** Problem **
Find the string "linecap" in the data, then copy every line where it is found.

Data extract Start Marker

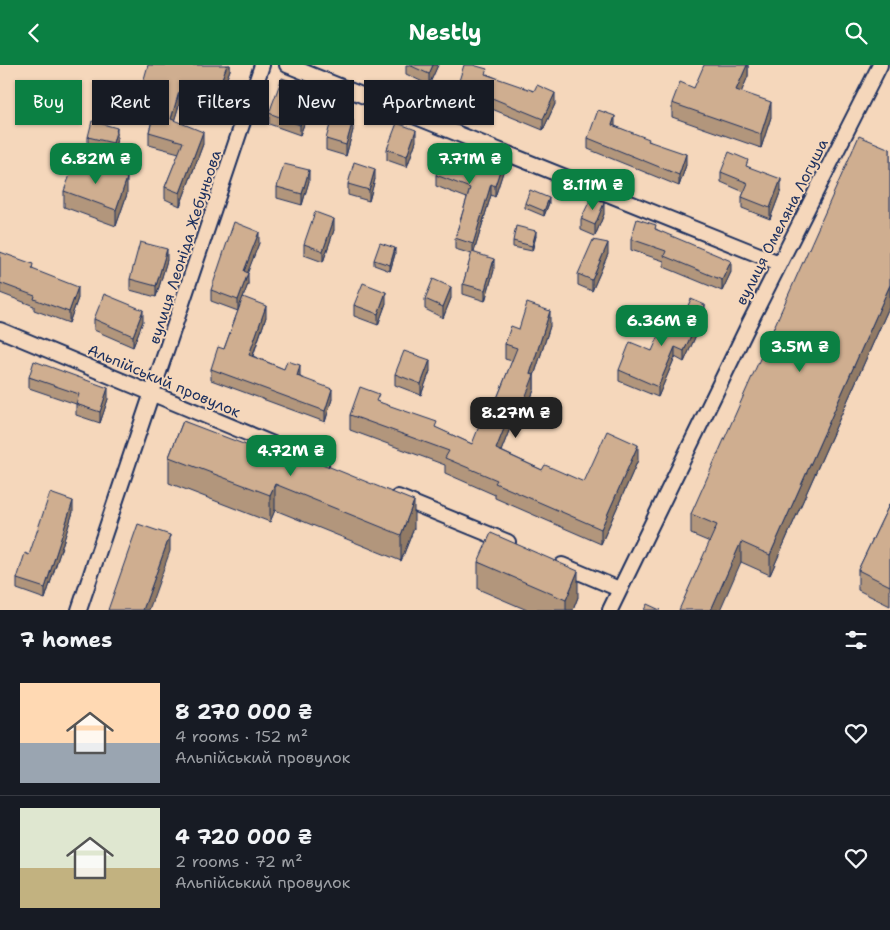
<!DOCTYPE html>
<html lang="en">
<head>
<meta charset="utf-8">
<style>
	body { margin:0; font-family:"Shantell Sans",sans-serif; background:#20242c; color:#f1f3f6; height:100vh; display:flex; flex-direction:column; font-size:19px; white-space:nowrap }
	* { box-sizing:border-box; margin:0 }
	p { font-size:16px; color:#9ea1a6 }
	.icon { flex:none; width:28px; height:28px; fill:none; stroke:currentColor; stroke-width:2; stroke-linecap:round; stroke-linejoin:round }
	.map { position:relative; height:545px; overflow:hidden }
	.drawer { display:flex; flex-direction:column; background:#171b24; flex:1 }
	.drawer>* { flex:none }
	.banner { position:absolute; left:15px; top:15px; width:500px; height:45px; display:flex; gap:10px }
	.price { position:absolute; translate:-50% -42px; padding:0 11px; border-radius:10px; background:#0b8043; color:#fff; font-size:16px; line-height:32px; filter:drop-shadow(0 1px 2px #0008) }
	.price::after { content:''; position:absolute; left:50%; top:30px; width:15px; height:11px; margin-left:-8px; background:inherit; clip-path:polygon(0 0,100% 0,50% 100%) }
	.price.current { background:#222; color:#fff }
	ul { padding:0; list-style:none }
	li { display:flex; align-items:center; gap:15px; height:125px; padding:0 20px }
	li+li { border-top:1px solid #363941 }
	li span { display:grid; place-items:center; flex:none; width:140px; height:100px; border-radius:0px; color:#555 }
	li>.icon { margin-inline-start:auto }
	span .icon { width:60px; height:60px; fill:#fffc; stroke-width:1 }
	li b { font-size:21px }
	h2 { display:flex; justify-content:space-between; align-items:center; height:60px; padding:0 20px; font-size:21px }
	.chip { padding:0 18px; border-radius:0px; background:#171b24; box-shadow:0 1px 4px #0004; font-size:18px; line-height:45px }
	.chip.current { background:#0b8043; color:#fff }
	header { display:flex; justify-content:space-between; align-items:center; height:65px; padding:0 20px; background:#0b8043; color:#fff; font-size:22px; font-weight:700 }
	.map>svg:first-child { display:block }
</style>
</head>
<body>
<header><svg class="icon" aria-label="back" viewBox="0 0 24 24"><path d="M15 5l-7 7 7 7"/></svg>Nestly<svg class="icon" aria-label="search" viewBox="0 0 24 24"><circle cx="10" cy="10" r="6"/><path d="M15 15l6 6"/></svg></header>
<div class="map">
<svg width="890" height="545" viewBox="0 0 890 545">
	<rect width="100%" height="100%" fill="#f5d7bb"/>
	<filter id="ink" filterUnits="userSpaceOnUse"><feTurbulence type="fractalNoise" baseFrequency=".02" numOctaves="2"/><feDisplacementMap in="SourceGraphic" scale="10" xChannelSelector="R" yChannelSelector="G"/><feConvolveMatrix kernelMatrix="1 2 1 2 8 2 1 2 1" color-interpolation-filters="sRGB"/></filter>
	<g filter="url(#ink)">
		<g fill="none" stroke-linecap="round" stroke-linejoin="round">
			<defs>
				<path id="street" d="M 287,0 L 779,198
					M 0,265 L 321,399
					M 398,432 L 508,477
					M 562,500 L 619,524
					M 79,545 L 262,0
					M 610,545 L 749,259 L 880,0"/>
			</defs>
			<!-- street casing -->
			<use href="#street" stroke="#1b2f5e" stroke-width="18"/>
			<!-- street -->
			<use href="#street" stroke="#f5d7bb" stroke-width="14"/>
		</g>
		<!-- wall -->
		<path fill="#b2967c" stroke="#1b2f5e" d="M 230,0 L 230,5 L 212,52 L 179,40 L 174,56 L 203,79 L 180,141 L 165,134 L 165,122 L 179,88 L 149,80 L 149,67 L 157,37 L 142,33 L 142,21 Z
			M 406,0 L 438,0 L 429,20 L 406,9 Z
			M 748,0 L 748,11 L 741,27 L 771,52 L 761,83 L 672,52 L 672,38 L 694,23 Z
			M 487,9 L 555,39 L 543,65 L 458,30 L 458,19 Z
			M 313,35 L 300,70 L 269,59 L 269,48 Z
			M 615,61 L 649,76 L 686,100 L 679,121 L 588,84 L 588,73 Z
			M 353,65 L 346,91 L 326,85 L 326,74 Z
			M 88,72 L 117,74 L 113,89 L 88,82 Z
			M 416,76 L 407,102 L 387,95 L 387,84 Z
			M 890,84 L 890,240 L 770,510 L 741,497 L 710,477 L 691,469 L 691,449 Z
			M 748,102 L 781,125 L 770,154 L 742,143 L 742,132 L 744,127 L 721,117 L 721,107 Z
			M 503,107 L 495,132 L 491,130 L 474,187 L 494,205 L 485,236 L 463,229 L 463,219 L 472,189 L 455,184 L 455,173 L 467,133 L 436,121 L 436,110 Z
			M 375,114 L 369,136 L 348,130 L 348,119 Z
			M 309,116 L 302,140 L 277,133 L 277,122 Z
			M 64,126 L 127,129 L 116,161 L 64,142 Z
			M 525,138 L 549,138 L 544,151 L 525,143 Z
			M 604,149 L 595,171 L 581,165 L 581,154 Z
			M 656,164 L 731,207 L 722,226 L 664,202 L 664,196 L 631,185 L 631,174 Z
			M 334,165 L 323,197 L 304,190 L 304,179 Z
			M 536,171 L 532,186 L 513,182 L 513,176 Z
			M 259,178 L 247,208 L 248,219 L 243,232 L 266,252 L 253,291 L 300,311 L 300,312 L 332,334 L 325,357 L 211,315 L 211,304 L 224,284 L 238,246 L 211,236 L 211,225 Z
			M 0,187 L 33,205 L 78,233 L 69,258 L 34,245 L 34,241 L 0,228 Z
			M 395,189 L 390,206 L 374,200 L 374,195 Z
			M 608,189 L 592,226 L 578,220 L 578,209 Z
			M 167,195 L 156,232 L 130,225 L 130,214 Z
			M 451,233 L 443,253 L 425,244 L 425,234 Z
			M 386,238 L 378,260 L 354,251 L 354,240 Z
			M 705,250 L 684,297 L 675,292 L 658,332 L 619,316 L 619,305 L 652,286 L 682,254 Z
			M 94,254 L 143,256 L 133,282 L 94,265 Z
			M 550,261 L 534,311 L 534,325 L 522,356 L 514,353 L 501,386 L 542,405 L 584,417 L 638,395 L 601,479 L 495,433 L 495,430 L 445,408 L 445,400 L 350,365 L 350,350 L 379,337 L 472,379 L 492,346 L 512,296 L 505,294 L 505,279 L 519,264 Z
			M 430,306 L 421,330 L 395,320 L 395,309 Z
			M 29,312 L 108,334 L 100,358 L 76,350 L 76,339 L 29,323 Z
			M 183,356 L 414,463 L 401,496 L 275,445 L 270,457 L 169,418 L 169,392 Z
			M 890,438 L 890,541 L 858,525 L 858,505 Z
			M 73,447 L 45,534 L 17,524 L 17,514 L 29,490 Z
			M 478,497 L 578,532 L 573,545 L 527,545 L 478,524 Z"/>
		<!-- shaded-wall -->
		<path fill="#917a65" stroke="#1b2f5e" d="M 227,0 L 230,0 L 230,5 L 212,52 L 212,40 Z
			M 433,0 L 438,0 L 429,20 L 429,9 Z
			M 747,0 L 748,0 L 748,11 L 736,40 L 736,25 Z
			M 313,24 L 313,35 L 300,70 L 300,60 Z
			M 179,27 L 179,40 L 171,67 L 171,54 Z
			M 555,28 L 555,39 L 543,65 L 543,54 Z
			M 771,37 L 771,52 L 761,83 L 761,69 Z
			M 615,51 L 615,62 L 612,60 Z
			M 353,55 L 353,65 L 346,91 L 346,80 Z
			M 117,63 L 117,74 L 113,89 L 113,78 Z
			M 416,65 L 416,76 L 407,102 L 407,91 Z
			M 203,67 L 203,79 L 180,141 L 180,128 Z
			M 686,89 L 686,100 L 679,121 L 679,110 Z
			M 503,96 L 503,107 L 495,132 L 495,121 Z
			M 375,104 L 375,114 L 369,136 L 369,125 Z
			M 309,105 L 309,116 L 302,140 L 302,129 Z
			M 127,113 L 127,129 L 116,161 L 116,145 Z
			M 781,114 L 781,125 L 770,154 L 770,143 Z
			M 491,119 L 491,130 L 473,190 L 473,179 Z
			M 549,133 L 549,138 L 544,151 L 544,146 Z
			M 604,138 L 604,149 L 595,171 L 595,160 Z
			M 334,154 L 334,165 L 323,197 L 323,186 Z
			M 536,166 L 536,171 L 532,186 L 532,181 Z
			M 259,167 L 259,178 L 244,217 L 244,206 Z
			M 608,178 L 608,189 L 592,226 L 592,215 Z
			M 395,183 L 395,189 L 390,206 L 390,200 Z
			M 167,184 L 167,195 L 156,232 L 156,221 Z
			M 494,194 L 494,205 L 485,236 L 485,225 Z
			M 731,196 L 731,207 L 722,226 L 722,215 Z
			M 248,208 L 248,219 L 238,246 L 238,235 Z
			M 890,220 L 890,240 L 770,510 L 770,490 Z
			M 78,222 L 78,233 L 69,258 L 69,247 Z
			M 451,222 L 451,233 L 443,253 L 443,242 Z
			M 386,227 L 386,238 L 378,260 L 378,249 Z
			M 705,240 L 705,250 L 684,297 L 684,286 Z
			M 266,241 L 266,252 L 249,301 L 249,290 Z
			M 143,245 L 143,256 L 133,282 L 133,271 Z
			M 550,246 L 550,261 L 534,311 L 534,325 L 522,356 L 522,341 L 530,309 Z
			M 675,282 L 675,292 L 658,332 L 658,322 Z
			M 430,295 L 430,306 L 421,330 L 421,319 Z
			M 300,300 L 300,311 L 297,322 L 297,311 Z
			M 108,323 L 108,334 L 100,358 L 100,347 Z
			M 332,324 L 332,334 L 325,357 L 325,346 Z
			M 514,338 L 514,353 L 496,399 L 496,384 Z
			M 638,380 L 638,395 L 601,479 L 601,464 Z
			M 275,419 L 275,445 L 270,457 L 270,430 Z
			M 73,436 L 73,447 L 45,534 L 45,523 Z
			M 414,436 L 414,463 L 401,496 L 401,470 Z
			M 170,470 L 170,486 L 149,545 L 143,545 Z
			M 741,477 L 741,497 L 720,545 L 711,545 Z
			M 578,506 L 578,532 L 573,545 L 566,545 L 566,535 Z"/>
		<!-- building -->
		<path fill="#cfae90" stroke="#1b2f5e" d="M 148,0 L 227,0 L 212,40 L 179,27 L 171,54 L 203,67 L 180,128 L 165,122 L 183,77 L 149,67 L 160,26 L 142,21 Z
			M 409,0 L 433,0 L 429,9 Z
			M 464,0 L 473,0 L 487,4 L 485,9 L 534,26 L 537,20 L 555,28 L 543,54 L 458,19 Z
			M 704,0 L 747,0 L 736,25 L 771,37 L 761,69 L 672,38 L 680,17 L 694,23 Z
			M 282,13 L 313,24 L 300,60 L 269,48 Z
			M 598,45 L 615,51 L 612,60 L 649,74 L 648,76 L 686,89 L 679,110 L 588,73 Z
			M 333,49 L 353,55 L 346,80 L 326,74 Z
			M 92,56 L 117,63 L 113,78 L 88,72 Z
			M 397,58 L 416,65 L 407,91 L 387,84 Z
			M 859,71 L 890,84 L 890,220 L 770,490 L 741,477 L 711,545 L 679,545 L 717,460 L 691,449 Z
			M 448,80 L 483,93 L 485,90 L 503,96 L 495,121 L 491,119 L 473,179 L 455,173 L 470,123 L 436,110 Z
			M 729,87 L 748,95 L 746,101 L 781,114 L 770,143 L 742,132 L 748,118 L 721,107 Z
			M 76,94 L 127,113 L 116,145 L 64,126 Z
			M 354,97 L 375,104 L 369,125 L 348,119 Z
			M 284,99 L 309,105 L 302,129 L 277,122 Z
			M 530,125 L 549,133 L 544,146 L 525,138 Z
			M 591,133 L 604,138 L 595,160 L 581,154 Z
			M 315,147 L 334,154 L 323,186 L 304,179 Z
			M 637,154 L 656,160 L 655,164 L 731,196 L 722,215 L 664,191 L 666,186 L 631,174 Z
			M 234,157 L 259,167 L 244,206 L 248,208 L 238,235 L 211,225 Z
			M 516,161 L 536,166 L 532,181 L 513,176 Z
			M 593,175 L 608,178 L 592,215 L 578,209 Z
			M 140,177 L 167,184 L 156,221 L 130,214 Z
			M 380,178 L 395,183 L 390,200 L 374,195 Z
			M 0,187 L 33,199 L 32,204 L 78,222 L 69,247 L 34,234 L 35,231 L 0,218 Z
			M 472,187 L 494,194 L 485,225 L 463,219 Z
			M 433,214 L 451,222 L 443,242 L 425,234 Z
			M 363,218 L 386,227 L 378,249 L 354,240 Z
			M 104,229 L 143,245 L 133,271 L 94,254 Z
			M 243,232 L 266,241 L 249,290 L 284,304 L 287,296 L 300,300 L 297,311 L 332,324 L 325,346 L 211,304 L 218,282 L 224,284 Z
			M 691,234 L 705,240 L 684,286 L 675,282 L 658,322 L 619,305 L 630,277 L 652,286 L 669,248 L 682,254 Z
			M 527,238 L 550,246 L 530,309 L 534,310 L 522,341 L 514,338 L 496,384 L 542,405 L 545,400 L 584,417 L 607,366 L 638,380 L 601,464 L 495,418 L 497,415 L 445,393 L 449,386 L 350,350 L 360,322 L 379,329 L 376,336 L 437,357 L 435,362 L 472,379 L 486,344 L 492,346 L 517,283 L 505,279 L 511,261 L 519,264 Z
			M 404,286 L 430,295 L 421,319 L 395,309 Z
			M 34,296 L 108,323 L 100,347 L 76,339 L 79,329 L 29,312 Z
			M 183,356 L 301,401 L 305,392 L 414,436 L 401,470 L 275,419 L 270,430 L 169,392 Z
			M 50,428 L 73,436 L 45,523 L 17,514 L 25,488 L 29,490 Z
			M 890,438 L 890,521 L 858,505 Z
			M 138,459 L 170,470 L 143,545 L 108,545 Z
			M 491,468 L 578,506 L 566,535 L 478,497 Z
			M 647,539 L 660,545 L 644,545 Z"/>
	</g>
	<g text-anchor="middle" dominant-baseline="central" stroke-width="4" stroke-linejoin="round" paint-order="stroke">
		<!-- street labels -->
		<g font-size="15" fill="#1b2f5e" stroke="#f5d7bb">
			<text transform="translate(782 157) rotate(-63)">вулиця Омеляна Логуша</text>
			<text transform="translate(185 182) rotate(-72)">вулиця Леоніда Жебуньова</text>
			<text transform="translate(164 316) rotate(23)">Альпійський провулок</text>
		</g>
	</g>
</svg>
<b class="price" style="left:96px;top:120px">6.82M ₴</b>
<b class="price" style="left:470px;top:120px">7.71M ₴</b>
<b class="price" style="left:593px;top:146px">8.11M ₴</b>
<b class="price" style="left:662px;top:282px">6.36M ₴</b>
<b class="price" style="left:800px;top:308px">3.5M ₴</b>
<b class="price current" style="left:516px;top:374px">8.27M ₴</b>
<b class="price" style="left:291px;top:412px">4.72M ₴</b>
<div class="banner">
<a class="chip current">Buy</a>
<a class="chip">Rent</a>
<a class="chip">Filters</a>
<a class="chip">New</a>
<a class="chip">Apartment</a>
</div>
</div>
<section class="drawer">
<h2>7 homes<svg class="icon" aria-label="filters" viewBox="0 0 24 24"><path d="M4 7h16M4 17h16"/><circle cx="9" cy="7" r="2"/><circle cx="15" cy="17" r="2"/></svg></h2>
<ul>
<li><span style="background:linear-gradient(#ffd9b3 60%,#9aa5b1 0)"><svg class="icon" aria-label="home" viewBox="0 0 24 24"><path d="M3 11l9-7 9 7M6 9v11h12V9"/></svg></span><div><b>8 270 000 ₴</b><p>4 rooms · 152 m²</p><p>Альпійський провулок</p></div><svg class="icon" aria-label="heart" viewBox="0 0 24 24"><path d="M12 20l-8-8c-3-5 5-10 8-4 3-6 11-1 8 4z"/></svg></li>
<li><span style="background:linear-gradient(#dfe7d0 60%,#c2b280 0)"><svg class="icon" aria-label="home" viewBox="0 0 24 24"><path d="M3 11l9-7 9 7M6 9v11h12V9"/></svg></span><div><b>4 720 000 ₴</b><p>2 rooms · 72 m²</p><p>Альпійський провулок</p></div><svg class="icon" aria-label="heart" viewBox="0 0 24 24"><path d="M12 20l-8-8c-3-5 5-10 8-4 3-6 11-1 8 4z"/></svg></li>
</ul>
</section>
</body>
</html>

Data extract End Marker

** Exercise output **
	.icon { flex:none; width:28px; height:28px; fill:none; stroke:currentColor; stroke-width:2; stroke-linecap:round; stroke-linejoin:round }
		<g fill="none" stroke-linecap="round" stroke-linejoin="round">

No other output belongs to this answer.